**Exercise objective:** In the material below, find all lines with the string "places" and copy them.

━━━ Task inputs

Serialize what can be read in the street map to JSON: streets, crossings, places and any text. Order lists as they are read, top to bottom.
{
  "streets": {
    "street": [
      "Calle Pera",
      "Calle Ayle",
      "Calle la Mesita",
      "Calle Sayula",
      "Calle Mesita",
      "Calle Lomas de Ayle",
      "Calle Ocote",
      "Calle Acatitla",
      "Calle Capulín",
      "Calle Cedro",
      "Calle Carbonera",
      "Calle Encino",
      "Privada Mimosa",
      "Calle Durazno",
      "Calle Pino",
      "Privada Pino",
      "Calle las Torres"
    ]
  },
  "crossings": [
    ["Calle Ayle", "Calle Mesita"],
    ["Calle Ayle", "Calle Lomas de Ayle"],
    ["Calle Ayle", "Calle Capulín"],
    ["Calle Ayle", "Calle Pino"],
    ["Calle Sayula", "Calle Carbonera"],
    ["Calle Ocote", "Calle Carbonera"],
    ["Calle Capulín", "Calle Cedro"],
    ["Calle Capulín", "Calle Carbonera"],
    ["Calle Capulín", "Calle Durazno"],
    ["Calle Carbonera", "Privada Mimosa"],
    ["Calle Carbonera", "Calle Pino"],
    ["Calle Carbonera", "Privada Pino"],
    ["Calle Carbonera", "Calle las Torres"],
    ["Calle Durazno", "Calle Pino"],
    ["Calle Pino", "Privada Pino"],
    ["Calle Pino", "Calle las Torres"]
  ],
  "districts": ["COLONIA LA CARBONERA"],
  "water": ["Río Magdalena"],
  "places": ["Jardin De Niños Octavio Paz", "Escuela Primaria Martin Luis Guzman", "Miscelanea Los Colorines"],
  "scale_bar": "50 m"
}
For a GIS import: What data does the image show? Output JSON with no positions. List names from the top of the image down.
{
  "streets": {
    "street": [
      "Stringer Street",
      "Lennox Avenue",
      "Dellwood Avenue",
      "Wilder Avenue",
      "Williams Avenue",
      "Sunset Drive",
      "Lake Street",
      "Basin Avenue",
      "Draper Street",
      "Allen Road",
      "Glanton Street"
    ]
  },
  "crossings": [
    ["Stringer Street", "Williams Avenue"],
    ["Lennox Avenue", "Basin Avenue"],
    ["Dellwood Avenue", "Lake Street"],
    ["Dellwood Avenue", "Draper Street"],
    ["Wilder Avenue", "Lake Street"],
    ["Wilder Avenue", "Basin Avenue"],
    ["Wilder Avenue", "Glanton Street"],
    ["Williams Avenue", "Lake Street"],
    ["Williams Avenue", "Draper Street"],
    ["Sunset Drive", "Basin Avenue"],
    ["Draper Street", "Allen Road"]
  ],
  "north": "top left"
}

━━━━━━

**Exercise result:**
Serialize what can be read in the street map to JSON: streets, crossings, places and any text. Order lists as they are read, top to bottom.
  "places": ["Jardin De Niños Octavio Paz", "Escuela Primaria Martin Luis Guzman", "Miscelanea Los Colorines"],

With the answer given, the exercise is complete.